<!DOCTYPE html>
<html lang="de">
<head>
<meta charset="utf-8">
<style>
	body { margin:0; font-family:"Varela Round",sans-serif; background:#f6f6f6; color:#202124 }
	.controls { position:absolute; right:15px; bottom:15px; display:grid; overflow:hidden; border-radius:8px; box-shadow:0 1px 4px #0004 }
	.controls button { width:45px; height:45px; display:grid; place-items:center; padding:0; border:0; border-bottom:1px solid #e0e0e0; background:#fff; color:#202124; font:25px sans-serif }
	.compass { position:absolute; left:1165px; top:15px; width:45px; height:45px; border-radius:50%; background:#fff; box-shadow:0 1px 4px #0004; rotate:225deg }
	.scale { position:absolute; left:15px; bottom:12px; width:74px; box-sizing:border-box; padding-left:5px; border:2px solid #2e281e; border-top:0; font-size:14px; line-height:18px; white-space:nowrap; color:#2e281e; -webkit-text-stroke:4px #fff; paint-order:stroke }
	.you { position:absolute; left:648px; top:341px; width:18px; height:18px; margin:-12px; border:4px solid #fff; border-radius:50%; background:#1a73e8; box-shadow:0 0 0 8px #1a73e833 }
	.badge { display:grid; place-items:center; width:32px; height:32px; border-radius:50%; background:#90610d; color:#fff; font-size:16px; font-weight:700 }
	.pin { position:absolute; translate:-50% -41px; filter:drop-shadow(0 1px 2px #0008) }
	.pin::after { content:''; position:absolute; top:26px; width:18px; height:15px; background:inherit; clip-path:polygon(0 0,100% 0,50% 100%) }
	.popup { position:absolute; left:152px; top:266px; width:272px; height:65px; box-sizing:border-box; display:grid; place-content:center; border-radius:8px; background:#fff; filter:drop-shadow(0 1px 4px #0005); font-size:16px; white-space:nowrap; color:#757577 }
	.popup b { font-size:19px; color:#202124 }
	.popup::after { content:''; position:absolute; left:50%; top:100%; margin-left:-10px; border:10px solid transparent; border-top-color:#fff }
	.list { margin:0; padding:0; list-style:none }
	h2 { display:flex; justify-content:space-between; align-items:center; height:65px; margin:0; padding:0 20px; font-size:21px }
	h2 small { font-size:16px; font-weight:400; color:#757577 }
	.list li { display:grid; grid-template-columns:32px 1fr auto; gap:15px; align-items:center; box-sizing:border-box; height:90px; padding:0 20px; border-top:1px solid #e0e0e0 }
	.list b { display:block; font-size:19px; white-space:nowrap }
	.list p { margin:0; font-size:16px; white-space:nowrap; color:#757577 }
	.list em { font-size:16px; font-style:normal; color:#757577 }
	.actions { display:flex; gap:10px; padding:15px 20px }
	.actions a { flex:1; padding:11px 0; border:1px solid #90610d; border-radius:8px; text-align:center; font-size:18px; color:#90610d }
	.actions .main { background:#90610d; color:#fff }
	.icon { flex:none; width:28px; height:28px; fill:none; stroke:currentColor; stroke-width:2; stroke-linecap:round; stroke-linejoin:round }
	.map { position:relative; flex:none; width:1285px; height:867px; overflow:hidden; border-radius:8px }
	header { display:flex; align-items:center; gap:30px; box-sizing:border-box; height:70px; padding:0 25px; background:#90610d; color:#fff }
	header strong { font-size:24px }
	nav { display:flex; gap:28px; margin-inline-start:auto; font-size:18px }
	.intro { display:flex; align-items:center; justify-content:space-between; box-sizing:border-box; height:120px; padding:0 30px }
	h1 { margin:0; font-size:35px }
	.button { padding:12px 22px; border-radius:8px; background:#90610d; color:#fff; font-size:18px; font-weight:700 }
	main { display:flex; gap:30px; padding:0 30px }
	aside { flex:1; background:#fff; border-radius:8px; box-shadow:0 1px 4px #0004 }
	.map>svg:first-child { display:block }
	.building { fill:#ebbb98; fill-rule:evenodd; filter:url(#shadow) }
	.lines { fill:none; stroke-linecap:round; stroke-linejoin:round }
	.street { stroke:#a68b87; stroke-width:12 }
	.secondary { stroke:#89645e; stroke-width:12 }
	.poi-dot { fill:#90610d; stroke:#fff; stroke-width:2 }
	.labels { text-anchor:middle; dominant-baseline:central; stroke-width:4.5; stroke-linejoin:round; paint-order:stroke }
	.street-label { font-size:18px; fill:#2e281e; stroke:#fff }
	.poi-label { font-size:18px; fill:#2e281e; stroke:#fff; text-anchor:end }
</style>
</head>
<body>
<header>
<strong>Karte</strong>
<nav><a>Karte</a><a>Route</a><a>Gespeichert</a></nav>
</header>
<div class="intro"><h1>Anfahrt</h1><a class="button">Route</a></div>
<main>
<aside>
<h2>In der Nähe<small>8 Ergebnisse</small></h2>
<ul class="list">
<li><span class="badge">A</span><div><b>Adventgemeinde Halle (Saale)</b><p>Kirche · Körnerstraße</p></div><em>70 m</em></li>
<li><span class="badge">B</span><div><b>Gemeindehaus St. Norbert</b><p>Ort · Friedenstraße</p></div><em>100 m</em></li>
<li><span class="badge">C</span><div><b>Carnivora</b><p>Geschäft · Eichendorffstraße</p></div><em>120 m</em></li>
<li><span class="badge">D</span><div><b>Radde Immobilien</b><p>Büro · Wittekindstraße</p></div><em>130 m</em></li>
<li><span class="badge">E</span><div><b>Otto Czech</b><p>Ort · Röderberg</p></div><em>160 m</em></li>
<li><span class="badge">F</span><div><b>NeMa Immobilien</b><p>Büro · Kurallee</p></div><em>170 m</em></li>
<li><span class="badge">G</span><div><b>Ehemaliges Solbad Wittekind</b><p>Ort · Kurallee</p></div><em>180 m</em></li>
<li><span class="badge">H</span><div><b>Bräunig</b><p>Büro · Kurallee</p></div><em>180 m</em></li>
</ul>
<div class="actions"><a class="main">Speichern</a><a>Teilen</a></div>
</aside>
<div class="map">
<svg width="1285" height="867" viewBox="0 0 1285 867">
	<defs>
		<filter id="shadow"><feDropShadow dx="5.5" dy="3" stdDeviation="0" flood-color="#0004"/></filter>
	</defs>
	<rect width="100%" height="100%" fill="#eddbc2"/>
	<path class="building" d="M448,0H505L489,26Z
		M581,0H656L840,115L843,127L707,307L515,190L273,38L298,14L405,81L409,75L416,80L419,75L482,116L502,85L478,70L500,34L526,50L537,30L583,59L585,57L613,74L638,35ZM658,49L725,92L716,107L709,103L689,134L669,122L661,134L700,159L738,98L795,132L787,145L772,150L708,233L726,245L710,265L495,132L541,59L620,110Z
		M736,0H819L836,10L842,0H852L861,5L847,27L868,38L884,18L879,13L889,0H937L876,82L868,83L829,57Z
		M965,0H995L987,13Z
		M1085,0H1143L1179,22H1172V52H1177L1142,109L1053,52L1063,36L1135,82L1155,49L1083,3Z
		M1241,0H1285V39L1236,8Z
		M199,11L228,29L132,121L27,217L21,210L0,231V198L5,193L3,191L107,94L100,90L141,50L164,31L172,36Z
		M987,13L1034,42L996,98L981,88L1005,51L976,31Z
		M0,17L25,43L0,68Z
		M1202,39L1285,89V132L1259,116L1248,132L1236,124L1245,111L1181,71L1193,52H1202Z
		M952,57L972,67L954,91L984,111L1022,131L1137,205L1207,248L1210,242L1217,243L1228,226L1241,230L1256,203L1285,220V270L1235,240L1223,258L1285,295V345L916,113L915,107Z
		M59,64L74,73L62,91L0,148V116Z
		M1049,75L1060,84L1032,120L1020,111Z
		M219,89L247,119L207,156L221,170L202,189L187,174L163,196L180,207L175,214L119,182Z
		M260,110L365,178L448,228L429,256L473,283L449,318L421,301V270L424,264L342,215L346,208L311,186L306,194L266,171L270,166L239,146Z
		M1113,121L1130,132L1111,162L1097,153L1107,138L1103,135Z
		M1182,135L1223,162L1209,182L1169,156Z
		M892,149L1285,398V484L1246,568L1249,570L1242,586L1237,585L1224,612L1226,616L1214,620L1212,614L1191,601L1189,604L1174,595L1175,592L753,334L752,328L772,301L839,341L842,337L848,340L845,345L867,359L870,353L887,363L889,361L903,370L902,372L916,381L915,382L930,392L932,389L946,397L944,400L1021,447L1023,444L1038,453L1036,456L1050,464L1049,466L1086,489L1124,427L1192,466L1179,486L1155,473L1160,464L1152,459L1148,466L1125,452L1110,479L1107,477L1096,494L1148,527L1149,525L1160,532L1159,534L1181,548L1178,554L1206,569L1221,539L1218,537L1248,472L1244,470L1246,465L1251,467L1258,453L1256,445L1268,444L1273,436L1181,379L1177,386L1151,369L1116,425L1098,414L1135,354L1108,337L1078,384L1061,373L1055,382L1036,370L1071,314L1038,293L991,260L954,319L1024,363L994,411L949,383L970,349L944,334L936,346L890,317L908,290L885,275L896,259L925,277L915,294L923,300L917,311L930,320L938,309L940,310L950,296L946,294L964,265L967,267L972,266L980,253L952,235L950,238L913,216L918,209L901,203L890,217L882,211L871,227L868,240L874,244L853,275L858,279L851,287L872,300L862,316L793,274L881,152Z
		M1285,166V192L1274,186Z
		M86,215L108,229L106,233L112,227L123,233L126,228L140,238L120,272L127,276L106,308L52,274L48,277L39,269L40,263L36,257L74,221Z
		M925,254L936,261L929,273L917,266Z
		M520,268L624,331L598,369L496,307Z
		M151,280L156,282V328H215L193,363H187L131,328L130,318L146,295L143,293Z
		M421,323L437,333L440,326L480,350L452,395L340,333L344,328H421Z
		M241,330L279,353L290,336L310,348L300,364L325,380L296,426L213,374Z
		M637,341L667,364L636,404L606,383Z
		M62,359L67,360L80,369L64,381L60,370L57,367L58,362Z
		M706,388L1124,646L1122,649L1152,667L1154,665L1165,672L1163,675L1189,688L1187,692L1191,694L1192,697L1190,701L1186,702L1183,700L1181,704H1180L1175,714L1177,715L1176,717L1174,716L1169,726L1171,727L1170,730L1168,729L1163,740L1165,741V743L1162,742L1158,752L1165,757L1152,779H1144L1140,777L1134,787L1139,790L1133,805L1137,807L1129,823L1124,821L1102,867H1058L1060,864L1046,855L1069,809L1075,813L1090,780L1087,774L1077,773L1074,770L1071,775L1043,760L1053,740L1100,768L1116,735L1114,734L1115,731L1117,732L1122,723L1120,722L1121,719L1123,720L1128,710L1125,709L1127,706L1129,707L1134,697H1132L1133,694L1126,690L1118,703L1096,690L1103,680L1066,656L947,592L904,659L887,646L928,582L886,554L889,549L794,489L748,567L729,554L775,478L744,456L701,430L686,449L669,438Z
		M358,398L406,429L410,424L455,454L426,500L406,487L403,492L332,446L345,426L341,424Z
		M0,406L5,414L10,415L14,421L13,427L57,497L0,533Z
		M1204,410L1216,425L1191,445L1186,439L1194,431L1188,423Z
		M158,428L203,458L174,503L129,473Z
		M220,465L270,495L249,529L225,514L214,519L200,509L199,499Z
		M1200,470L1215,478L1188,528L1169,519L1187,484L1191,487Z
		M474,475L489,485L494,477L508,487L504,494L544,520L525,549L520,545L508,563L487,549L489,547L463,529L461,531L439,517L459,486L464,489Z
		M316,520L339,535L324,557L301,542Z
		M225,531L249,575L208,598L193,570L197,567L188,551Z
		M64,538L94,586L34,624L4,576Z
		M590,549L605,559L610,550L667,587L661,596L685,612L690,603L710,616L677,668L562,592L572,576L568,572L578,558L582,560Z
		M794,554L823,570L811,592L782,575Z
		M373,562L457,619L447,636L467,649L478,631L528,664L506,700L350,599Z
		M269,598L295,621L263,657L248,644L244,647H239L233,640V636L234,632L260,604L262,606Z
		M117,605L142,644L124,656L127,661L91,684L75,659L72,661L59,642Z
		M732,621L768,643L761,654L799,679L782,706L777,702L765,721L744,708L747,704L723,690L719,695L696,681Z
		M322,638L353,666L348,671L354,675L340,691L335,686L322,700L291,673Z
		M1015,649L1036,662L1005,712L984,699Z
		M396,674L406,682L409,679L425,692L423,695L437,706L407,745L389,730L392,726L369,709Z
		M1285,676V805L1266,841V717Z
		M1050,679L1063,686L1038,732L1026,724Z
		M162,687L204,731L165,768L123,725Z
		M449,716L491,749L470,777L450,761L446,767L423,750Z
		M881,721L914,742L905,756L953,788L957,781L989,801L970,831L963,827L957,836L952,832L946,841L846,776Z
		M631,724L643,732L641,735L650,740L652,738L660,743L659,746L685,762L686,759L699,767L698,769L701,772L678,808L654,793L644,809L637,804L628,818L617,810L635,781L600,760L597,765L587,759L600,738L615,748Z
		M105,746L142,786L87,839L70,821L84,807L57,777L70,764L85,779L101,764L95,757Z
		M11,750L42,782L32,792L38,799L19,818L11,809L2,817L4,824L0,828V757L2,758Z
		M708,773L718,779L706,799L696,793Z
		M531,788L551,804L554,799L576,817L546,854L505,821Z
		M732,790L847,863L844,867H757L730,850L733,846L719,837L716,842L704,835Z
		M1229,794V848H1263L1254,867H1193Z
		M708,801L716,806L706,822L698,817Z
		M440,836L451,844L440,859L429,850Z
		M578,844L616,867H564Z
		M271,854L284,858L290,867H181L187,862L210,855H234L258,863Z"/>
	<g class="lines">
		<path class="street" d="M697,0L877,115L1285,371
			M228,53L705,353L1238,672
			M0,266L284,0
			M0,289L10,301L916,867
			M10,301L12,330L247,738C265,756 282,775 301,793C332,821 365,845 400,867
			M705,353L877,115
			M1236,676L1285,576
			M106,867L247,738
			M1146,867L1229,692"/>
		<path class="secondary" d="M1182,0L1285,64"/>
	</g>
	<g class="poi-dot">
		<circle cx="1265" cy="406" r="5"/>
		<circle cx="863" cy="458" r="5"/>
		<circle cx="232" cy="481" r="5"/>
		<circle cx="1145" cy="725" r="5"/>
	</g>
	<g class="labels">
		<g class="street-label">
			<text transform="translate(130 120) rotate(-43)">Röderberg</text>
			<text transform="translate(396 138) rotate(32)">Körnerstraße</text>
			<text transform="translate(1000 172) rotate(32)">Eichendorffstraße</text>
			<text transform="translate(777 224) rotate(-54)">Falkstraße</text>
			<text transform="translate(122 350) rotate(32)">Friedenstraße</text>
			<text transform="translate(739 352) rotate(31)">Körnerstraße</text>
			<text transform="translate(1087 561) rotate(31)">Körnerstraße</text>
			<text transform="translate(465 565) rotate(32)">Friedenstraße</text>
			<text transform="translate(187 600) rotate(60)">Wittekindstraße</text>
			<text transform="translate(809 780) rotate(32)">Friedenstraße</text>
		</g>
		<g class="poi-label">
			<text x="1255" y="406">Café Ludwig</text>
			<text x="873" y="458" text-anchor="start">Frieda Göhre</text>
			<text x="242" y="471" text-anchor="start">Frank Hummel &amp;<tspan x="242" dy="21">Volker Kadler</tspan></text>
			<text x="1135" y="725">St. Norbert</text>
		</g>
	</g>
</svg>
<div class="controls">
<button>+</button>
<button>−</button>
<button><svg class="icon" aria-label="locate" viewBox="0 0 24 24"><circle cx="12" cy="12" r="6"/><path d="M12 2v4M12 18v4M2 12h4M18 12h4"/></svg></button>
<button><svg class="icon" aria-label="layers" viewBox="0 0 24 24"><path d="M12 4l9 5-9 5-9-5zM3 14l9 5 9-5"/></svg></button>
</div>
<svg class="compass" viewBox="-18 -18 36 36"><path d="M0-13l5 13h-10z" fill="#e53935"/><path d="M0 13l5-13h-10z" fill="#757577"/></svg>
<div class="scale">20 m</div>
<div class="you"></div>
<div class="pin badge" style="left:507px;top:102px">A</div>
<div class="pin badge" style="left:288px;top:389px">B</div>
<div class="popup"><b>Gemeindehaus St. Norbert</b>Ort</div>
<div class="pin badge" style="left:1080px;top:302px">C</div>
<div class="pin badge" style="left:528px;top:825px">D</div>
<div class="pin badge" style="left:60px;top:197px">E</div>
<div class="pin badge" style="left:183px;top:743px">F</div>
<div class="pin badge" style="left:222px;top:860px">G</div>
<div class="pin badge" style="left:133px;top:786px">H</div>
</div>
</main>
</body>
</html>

**WHAT YOU ARE ASKED TO DO:** Find the string "compass" in the lines above and count those lines. Give only that count.

**ANSWER SPACE:** 2